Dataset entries
--- --- ---

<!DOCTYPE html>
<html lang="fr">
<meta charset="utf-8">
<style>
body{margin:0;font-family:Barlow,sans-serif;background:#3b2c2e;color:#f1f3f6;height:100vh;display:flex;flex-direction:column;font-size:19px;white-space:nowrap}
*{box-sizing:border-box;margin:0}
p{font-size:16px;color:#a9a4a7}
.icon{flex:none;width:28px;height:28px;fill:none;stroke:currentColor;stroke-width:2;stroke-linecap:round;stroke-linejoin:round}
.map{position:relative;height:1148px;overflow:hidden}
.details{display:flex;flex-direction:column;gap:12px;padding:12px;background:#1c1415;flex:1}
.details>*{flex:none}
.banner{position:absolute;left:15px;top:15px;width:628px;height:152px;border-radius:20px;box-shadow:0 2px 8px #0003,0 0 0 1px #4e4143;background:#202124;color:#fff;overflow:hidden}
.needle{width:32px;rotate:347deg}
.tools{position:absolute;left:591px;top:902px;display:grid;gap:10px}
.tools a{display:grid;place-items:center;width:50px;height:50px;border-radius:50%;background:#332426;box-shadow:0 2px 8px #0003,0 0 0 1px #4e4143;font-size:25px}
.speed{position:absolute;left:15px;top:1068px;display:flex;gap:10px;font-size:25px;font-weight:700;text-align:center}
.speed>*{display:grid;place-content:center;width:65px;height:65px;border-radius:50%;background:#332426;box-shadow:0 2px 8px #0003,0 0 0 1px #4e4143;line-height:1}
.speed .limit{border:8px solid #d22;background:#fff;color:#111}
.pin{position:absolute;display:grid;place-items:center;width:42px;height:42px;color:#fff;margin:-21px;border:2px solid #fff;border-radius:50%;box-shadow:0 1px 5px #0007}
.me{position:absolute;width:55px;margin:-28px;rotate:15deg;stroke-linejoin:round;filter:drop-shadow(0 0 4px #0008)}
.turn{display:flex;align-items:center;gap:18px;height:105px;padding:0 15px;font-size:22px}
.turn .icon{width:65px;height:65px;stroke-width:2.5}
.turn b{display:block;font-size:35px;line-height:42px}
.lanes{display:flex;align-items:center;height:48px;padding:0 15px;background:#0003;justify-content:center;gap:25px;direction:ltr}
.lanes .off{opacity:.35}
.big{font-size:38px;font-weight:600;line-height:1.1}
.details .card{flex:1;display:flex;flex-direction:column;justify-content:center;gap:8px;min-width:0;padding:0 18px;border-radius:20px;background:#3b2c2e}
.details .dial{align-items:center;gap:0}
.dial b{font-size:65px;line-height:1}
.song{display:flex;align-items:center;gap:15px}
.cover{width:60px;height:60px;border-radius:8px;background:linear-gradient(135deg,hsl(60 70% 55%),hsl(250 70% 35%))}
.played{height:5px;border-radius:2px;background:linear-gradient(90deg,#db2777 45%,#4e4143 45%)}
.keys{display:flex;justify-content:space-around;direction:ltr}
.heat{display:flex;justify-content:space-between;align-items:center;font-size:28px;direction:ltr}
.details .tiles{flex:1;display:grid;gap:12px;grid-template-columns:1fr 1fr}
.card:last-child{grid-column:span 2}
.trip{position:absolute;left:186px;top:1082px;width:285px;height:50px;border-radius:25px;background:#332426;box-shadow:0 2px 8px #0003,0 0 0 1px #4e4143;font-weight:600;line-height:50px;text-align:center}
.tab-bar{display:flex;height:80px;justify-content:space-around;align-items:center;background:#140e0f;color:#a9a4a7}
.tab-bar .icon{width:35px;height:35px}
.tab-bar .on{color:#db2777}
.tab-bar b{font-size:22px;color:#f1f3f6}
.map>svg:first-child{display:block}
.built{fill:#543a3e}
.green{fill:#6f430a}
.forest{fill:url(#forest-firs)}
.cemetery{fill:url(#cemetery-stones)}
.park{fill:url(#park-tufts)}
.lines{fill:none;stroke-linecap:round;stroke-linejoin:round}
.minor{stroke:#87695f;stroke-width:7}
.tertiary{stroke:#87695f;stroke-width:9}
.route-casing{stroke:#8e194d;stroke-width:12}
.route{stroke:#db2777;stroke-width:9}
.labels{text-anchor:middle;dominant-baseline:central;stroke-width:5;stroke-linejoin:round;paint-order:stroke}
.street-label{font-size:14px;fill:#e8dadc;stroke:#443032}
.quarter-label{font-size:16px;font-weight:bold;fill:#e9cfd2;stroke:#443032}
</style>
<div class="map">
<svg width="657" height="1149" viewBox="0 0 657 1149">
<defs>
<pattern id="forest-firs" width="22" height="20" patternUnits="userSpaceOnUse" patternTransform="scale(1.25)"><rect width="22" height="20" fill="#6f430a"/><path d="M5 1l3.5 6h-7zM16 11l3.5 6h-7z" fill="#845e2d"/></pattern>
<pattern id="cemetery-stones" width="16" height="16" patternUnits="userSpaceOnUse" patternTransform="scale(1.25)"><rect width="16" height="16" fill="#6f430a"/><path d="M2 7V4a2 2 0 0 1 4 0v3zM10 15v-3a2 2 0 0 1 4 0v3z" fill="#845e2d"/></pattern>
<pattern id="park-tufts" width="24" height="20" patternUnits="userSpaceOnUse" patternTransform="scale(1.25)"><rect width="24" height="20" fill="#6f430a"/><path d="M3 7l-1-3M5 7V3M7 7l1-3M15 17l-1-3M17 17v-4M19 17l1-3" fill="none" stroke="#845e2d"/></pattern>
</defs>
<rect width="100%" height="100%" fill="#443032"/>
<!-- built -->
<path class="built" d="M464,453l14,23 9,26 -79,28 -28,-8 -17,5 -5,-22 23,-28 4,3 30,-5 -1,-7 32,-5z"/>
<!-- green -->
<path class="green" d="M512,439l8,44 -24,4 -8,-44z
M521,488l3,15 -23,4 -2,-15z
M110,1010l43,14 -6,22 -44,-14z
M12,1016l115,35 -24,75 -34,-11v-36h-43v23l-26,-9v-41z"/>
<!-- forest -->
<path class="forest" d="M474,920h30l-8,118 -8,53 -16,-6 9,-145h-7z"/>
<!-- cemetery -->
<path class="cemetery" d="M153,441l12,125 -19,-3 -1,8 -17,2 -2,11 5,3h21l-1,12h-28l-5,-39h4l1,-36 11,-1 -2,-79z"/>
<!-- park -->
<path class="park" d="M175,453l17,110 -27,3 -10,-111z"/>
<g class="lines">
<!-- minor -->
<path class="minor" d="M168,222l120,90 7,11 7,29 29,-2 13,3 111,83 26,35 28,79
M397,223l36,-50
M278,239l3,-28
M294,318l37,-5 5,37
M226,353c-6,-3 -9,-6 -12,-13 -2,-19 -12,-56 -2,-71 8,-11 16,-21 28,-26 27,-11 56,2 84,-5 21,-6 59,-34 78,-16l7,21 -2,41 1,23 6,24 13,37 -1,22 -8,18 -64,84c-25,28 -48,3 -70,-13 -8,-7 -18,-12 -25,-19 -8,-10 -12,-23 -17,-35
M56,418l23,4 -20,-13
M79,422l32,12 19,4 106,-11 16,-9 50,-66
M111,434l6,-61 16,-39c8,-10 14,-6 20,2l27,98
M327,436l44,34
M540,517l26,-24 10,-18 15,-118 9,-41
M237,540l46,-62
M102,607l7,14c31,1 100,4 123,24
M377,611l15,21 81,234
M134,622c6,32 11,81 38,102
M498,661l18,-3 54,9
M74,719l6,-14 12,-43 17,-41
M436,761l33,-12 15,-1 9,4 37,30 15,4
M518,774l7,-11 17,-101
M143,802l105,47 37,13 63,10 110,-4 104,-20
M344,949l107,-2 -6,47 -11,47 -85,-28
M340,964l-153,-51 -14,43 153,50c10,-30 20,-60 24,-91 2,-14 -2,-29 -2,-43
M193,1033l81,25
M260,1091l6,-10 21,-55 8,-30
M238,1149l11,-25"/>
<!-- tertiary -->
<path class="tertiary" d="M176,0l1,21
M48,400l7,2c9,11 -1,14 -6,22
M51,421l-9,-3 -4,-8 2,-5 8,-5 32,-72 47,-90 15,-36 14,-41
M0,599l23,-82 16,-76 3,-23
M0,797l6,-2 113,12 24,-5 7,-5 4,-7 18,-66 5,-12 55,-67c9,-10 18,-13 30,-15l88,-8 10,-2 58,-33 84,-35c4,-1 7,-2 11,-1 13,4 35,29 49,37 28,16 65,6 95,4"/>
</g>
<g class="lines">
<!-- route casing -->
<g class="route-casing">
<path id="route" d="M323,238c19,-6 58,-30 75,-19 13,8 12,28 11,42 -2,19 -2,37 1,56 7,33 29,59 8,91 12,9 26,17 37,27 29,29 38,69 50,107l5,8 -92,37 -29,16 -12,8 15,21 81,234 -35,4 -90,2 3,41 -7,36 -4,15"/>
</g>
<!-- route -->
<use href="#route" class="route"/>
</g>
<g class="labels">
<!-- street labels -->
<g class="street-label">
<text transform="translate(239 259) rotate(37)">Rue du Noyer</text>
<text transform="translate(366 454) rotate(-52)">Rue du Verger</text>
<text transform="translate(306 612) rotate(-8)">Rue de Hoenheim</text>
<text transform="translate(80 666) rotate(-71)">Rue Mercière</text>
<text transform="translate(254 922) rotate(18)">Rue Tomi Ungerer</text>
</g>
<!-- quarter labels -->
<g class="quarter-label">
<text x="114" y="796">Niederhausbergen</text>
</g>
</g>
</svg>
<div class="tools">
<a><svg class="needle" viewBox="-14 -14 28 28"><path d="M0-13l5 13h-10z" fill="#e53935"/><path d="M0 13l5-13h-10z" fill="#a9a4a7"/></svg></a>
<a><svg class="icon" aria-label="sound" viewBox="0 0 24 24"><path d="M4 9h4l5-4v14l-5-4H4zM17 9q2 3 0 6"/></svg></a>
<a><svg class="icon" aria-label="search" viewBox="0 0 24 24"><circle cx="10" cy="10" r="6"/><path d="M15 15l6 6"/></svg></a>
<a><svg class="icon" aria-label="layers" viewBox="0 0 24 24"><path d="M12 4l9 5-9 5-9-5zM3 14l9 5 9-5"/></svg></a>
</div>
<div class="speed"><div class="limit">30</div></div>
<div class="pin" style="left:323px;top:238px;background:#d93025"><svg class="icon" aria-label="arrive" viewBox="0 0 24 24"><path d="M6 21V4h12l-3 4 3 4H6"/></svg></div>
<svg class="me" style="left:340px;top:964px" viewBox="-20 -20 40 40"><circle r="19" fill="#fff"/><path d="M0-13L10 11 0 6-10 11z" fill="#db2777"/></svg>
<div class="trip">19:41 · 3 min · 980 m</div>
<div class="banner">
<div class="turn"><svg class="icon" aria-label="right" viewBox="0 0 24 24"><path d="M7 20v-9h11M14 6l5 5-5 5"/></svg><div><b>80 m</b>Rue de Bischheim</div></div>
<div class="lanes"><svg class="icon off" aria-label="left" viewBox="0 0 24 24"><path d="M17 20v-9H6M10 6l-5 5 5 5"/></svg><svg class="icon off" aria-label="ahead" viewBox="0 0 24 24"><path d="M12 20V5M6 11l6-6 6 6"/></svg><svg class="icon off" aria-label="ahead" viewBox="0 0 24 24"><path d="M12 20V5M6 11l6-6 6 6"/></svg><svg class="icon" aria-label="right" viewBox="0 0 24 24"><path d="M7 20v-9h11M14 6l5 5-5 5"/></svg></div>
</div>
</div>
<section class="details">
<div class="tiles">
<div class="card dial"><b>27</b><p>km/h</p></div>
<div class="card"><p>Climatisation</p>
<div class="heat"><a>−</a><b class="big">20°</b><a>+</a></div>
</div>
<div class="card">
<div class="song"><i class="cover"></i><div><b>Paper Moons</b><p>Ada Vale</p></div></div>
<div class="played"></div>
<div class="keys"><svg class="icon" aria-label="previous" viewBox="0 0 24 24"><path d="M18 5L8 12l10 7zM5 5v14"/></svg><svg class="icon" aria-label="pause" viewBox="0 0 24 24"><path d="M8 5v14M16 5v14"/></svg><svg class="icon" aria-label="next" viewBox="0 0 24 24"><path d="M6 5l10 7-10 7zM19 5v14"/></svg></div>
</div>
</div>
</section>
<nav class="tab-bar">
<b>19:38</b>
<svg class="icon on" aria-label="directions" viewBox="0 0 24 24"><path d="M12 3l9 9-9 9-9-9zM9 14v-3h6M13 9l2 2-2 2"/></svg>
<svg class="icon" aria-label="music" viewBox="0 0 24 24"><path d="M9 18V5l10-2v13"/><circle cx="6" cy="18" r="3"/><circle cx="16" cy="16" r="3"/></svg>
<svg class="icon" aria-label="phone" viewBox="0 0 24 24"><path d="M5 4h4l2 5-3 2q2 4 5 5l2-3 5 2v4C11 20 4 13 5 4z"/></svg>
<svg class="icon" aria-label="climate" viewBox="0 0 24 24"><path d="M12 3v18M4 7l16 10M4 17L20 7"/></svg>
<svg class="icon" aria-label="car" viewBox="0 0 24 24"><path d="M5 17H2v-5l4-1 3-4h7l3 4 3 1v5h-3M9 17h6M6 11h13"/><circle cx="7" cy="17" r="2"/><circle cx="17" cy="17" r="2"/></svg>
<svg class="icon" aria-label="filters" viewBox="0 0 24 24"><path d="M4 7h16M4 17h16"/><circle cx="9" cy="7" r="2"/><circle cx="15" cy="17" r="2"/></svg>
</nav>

--- --- ---

• What to produce
Each line of the data that includes "tiles" should be copied.

• Expected answer
.details .tiles{flex:1;display:grid;gap:12px;grid-template-columns:1fr 1fr}
<div class="tiles">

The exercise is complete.